Indeed, and many of these have links to the entertainment industry which - let's face it - is anxious to make up for lost profits after all its dvd sales have crashed! Meanwhile, Mr. Walk has set up a clearinghouse for information at:

Which I invite every reader to see.

Fortunately now, the good guys - those of us who inveigh against the reach of the Corporatocracy in whatever form it takes, including foreclosing speech under the rubric of "intellectual property rights protection"include the operators of not only Wikipedia, but Google and Facebook. Indeed, most tech companies realize they are in great peril if either of these horrific laws passes.

Meanwhile, the "old media" corporatists out to protect their interests are caterwauling like stuck pigs, with one video film maker evidently whining (WSJ, p. B2) that "piracy puts my company in jeopardy of losing everything we have built up over 26 years."
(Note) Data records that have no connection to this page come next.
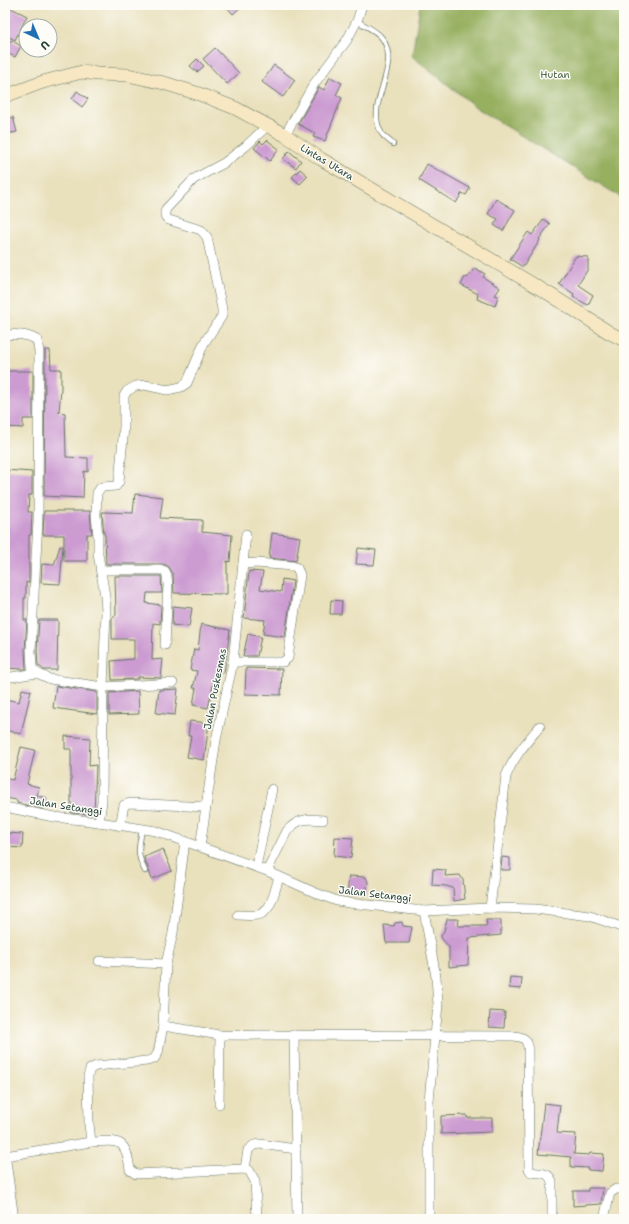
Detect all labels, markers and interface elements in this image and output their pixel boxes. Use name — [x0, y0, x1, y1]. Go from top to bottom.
north arrow — [18, 18, 58, 58]
text: U — [37, 37, 53, 53]
park label: Hutan — [540, 68, 570, 81]
street label: Lintas Utara — [298, 141, 357, 183]
street label: Jalan Puskesmas — [201, 647, 229, 731]
street label: Jalan Setanggi — [29, 794, 103, 818]
street label: Jalan Setanggi — [338, 883, 412, 905]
Well, ok, obviously, Chinese producers of bootlegged movies and videos hanging around Guangdong province need to be stopped. But will you also go after ordinary bloggers who merely post some neat Youtube songs, or vids, or links (e.g. of clips) to movies?

THAT is where we have to draw the line! Go after the offshore pirates, by all means, but leave ordinary folks alone who may only occasionally link to content for their blogs or websites and earn not one cent of profit from any of it. These are the "unintended consequences" that are in the cross hairs of most of us and which we must have removed from any proposed legislation, I don't care how many millions Hollywood, or the U.S. Chamber of Commerce has bestowed on any legislator, under whatever guise.

Meanwhile, the WSJ editorializers can screech all they want that:

"The e-vangelists seem to believe that anybody is entitled to access any content at any time at no cost- open source".

And you have that exactly correcto, buddy boys! So long as we're not making any profits or even money from use of content, say to further information and spread knowledge on our blogs, websites, you have no freakin' business sticking your noses in. Open source, meanwhile, is here to stay. At least one major refuge in a corporate world determined to not only stifle speech, but ensure anyone who attempts to have his say will go into debt paying for overpriced content to achieve it. In other words, adding another 200 million debtors to those already paying on over-priced college tuiton loans, homes or what have you.

All of this needs to change and now is the time for everyone on the side of the "angels" to make that stand.